Business Standard

Funds managed by NRIs seek Sebi relief

- PAVAN BURUGULA

Non-resident Indian (NRI) offshore fund managers have requested the Securities and Exchange Board of India (Sebi) to allow them to own at least 5 per cent in their fund.

In a circular issued on April 10, the market regulator had reiterated that NRIs are not eligible to make investment­s as foreign portfolio investors (FPIs).

Sources said NRI-backed FPIs held fresh discussion­s with Sebi officials on Thursday. The regulator is expected to take a final call on the matter in a week, a source said.

The move assumes significan­ce as several India-dedicated funds are currently operating in violation of the Sebi circular. If the issue is not resolved by December, they would be forced to wind up these funds.

Industry estimates suggest that a third of the total FPI assets are either managed by Indian entities or promoted by NRIs or person of Indian origin (PIO).

Under Sebi regulation­s, no NRI or PIO can be a “beneficial owner” of a foreign fund. He or she is also not eligible to make any investment­s as an FPI.

Pumping in seed capital in the fund is a popular practice while starting any pooled fund. This practice is called ‘skin in the game’ and helps instill confidence. In fact, it is a statutory requiremen­t in many jurisdicti­ons for starting a fund.
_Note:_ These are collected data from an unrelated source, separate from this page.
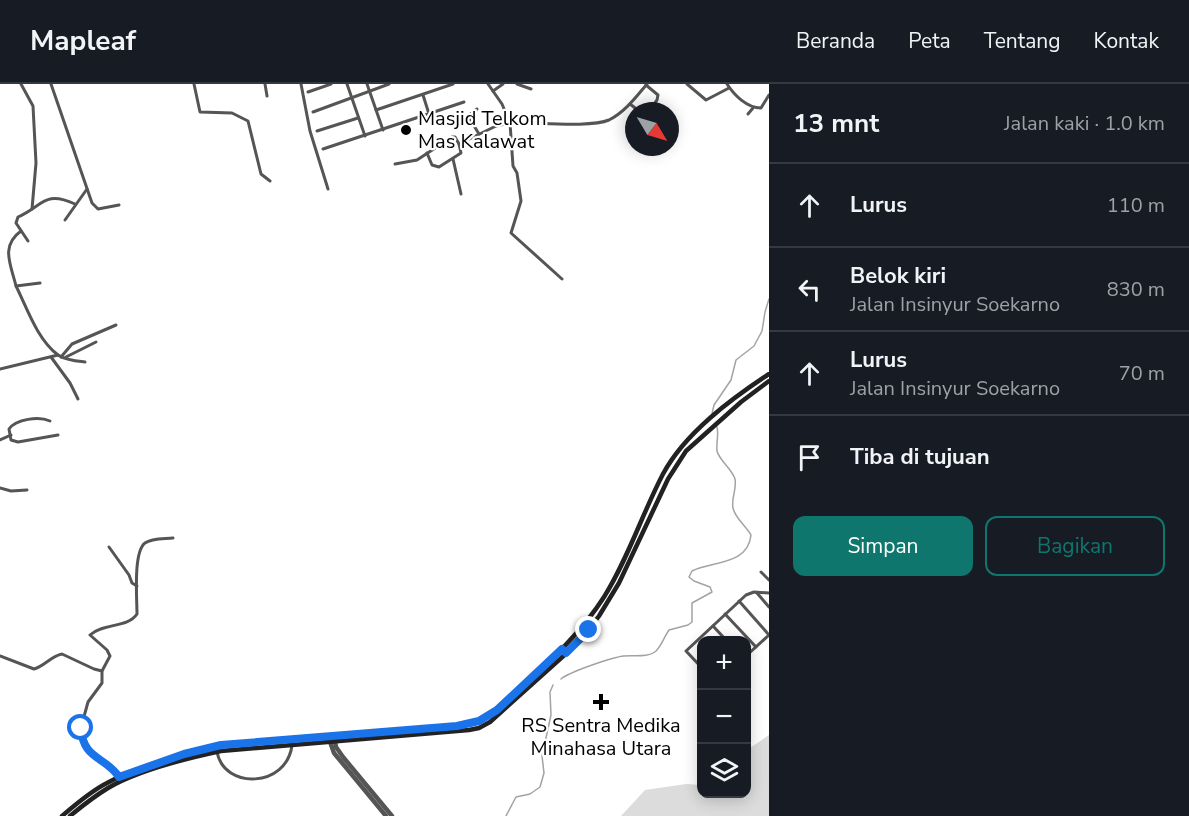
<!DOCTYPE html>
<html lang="id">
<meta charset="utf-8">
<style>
:root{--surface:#171b24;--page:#20242c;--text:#f1f3f6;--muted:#9ea1a6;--line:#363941;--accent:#0f766e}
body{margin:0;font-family:"Nunito Sans",sans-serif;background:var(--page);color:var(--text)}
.controls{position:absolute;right:18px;bottom:18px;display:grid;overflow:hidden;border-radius:12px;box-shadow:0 3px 15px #0003}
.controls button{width:54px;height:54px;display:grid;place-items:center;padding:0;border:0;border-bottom:2px solid var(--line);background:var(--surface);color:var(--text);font:30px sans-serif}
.compass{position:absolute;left:625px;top:18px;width:54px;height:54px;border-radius:50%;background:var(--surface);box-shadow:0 3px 15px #0003;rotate:128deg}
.stop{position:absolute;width:18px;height:18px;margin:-14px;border:4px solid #1a73e8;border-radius:50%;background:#fff}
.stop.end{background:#1a73e8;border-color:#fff;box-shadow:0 2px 6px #0008}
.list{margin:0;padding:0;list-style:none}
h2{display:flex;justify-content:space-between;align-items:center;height:78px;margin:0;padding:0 24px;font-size:26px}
h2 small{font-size:20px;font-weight:400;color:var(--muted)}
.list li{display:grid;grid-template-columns:39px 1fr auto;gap:18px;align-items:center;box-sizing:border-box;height:84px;padding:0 24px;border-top:2px solid var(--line)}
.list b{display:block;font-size:22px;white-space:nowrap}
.list p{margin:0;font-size:20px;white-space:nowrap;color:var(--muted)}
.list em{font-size:20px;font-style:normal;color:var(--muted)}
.actions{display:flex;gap:12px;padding:18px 24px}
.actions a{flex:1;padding:14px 0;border:2px solid var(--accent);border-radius:12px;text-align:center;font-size:21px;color:var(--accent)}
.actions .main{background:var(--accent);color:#fff}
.icon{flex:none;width:33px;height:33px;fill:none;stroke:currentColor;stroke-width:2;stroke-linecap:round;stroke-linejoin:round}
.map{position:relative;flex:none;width:769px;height:732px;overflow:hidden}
header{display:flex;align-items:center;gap:36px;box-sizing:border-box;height:84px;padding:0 30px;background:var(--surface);border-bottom:2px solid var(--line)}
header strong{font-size:28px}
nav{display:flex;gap:33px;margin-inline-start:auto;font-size:21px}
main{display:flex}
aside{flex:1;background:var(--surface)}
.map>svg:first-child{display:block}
</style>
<header>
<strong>Mapleaf</strong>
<nav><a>Beranda</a><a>Peta</a><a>Tentang</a><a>Kontak</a></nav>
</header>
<main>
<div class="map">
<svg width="769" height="732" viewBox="0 0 769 732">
<rect width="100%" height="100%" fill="#fff"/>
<polygon fill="#dcdcdc" points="769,651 769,732 621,732 645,706 686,700 701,701 702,710 746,710 747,666"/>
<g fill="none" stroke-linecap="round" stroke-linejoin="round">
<g stroke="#a3a3a3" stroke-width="1.5">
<polyline points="712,330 714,321 731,296 736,276 754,262 762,247 765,228 769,215"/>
<path d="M561 595C569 588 613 573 624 572 634 571 648 574 656 567 662 561 664 553 669 546L688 541 692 538V519L712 508 710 503 694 497 689 493 692 487C713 477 748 481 751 451 746 442 735 434 733 424 731 414 737 405 735 395 732 385 719 376 717 367 716 359 719 351 717 343"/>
<polyline points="506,732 516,713 530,710 540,703 544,689 542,672 551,631 550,608 553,601"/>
</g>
<g stroke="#555" stroke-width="3">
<polyline points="21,0 33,22 36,79 32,125"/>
<polyline points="51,0 92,119 98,125 119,121"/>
<polyline points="194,0 200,28 232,29 248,37 261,90 270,97"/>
<polyline points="265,0 267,12"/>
<polyline points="301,0 310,47 328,105"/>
<polyline points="347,0 365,52"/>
<polyline points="367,0 383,46"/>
<path d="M488 0 502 20 510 39C534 38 590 44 609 36 625 28 636 13 647 0"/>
<polyline points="517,0 531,5"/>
<polyline points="687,0 706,16 729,4"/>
<path d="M727 0C734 11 747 24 761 24L769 11"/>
<polyline points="646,1 658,11 657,16 649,27"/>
<polyline points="493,7 503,0"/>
<polyline points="308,8 331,0"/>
<polyline points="423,11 429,30"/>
<polyline points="630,20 639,27"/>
<polyline points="477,25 468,32 479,50"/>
<polyline points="376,26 453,0"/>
<polyline points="313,28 389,0"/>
<polyline points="748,30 753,24"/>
<polyline points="317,47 358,34"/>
<polyline points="323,65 464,18"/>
<polyline points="427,69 432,81 439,83 461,69 459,60 496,42 510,39 513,82 517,89 521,117 511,149 562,195"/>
<polyline points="453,75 461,110"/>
<polyline points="395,80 417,76 452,53 455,53 459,60"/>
<polyline points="65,136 87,105"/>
<path d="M21 147C0 162 11 181 16 202L40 199"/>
<path d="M28 157 16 139 18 133C43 122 44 106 75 120"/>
<path d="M16 202C27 224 37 255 58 271 65 276 76 277 85 278"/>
<polyline points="51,273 70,299 78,315"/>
<polyline points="61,273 72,260 116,241"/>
<polyline points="66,273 96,258"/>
<polyline points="0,285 58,271"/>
<path d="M50 337C39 332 16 335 9 345L11 356 18 358 58 351"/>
<polyline points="0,356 11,351"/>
<polyline points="0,404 11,407 27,406"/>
<polyline points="109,463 129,491 132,499 137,502"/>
<polyline points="761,488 769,496"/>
<polyline points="757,509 769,523"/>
<polyline points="739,517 769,551"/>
<polyline points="725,530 756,563"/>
<polyline points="713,542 726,556"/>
<path d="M0 572 34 585C45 582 51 572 62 570L94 585 102 587"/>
<polyline points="746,572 769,551"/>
<polyline points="702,584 686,567 746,511 754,508 769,509"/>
<path d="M217 668C224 706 287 704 292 661"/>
<path d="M119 693 113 686 90 670 83 659 80 647 88 618 102 599V587L110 572 107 566 90 551C103 539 128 544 137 530 137 515 133 468 145 459 152 454 164 455 173 454"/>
</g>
<g stroke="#555" stroke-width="4.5">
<polyline points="334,652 336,663 343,673 392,732"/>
<polyline points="329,655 334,669 386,732"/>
</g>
<g stroke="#222" stroke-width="4.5">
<path d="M62 732C76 720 91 707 107 699 136 683 188 668 221 661L457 642C474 639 484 635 497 626 535 590 576 557 604 513 628 475 642 430 663 390 685 349 731 315 769 290"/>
<path d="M70 732C82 722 95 712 108 704 137 687 188 674 221 667L469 646 479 644 490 638 579 558 599 532 619 499 668 395 686 367 741 318 769 297"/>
</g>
</g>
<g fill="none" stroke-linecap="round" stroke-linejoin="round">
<path stroke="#1a73e8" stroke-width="8" d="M81 644C83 676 105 672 119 693L184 670 221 661 457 642 479 637 497 626 562 565 566 569 589 546"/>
</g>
<g fill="#000" stroke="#fff" stroke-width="2">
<circle cx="406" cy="46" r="6"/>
<path d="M598 609h6v6h6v6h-6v6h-6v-6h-6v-6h6z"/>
</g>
<g text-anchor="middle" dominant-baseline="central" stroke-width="4.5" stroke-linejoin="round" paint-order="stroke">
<g font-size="20" fill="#000" stroke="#fff" text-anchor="start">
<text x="418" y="34">Masjid Telkom<tspan x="418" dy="23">Mas Kalawat</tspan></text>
<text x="601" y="641" text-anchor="middle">RS Sentra Medika<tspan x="601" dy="23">Minahasa Utara</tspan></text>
</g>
</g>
</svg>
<div class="controls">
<button>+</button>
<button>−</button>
<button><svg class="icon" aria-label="layers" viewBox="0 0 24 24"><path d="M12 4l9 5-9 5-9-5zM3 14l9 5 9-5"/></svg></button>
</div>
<svg class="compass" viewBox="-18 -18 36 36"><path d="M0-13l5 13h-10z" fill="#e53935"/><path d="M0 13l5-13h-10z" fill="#9ea1a6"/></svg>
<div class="stop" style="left:81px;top:644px"></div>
<div class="stop end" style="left:589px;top:546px"></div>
</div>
<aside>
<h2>13 mnt<small>Jalan kaki · 1.0 km</small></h2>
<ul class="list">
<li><svg class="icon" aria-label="ahead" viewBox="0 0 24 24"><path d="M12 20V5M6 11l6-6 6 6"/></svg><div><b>Lurus</b></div><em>110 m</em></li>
<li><svg class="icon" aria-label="left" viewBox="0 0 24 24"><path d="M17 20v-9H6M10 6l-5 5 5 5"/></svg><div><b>Belok kiri</b><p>Jalan Insinyur Soekarno</p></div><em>830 m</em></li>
<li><svg class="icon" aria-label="ahead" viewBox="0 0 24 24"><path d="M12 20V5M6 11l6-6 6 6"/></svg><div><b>Lurus</b><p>Jalan Insinyur Soekarno</p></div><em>70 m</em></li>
<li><svg class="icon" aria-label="arrive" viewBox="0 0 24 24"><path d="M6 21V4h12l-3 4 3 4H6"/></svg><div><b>Tiba di tujuan</b></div></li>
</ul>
<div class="actions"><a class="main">Simpan</a><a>Bagikan</a></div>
</aside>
</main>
For instance, in Singapore, fund managers or founding members are required to put a mandatory seed capital of $240,000 or more at the time of starting a fund.

“Skin in the game is a common practice across the global asset management industry with some countries even making it mandatory. In such scenarios, Sebi regulation­s clash with the rules of foreign jurisdicti­ons. Hence, the seed capital put in by NRI fund managers does not benefit the fund house but is just there to meet regulatory requiremen­ts. Hence, such practices should be exempted from any curbs,” said a source.

Money laundering concerns and regulatory arbitrage are the key reasons behind Sebi’s tough stance on NRI investment­s coming through FPIs.

The FPI regulation­s were framed to attract more foreign capital into the country. Hence, these funds have been provided several incentives, including easy registrati­on process, flexibilit­y in terms of taxation and compliance. Indian authoritie­s fear that allowing NRIs to invest through the FPI route could lead to round-tripping. Also, it could open arbitrage opportunit­ies as it would encourage local money to be funnelled through the FPI route to avoid taxes.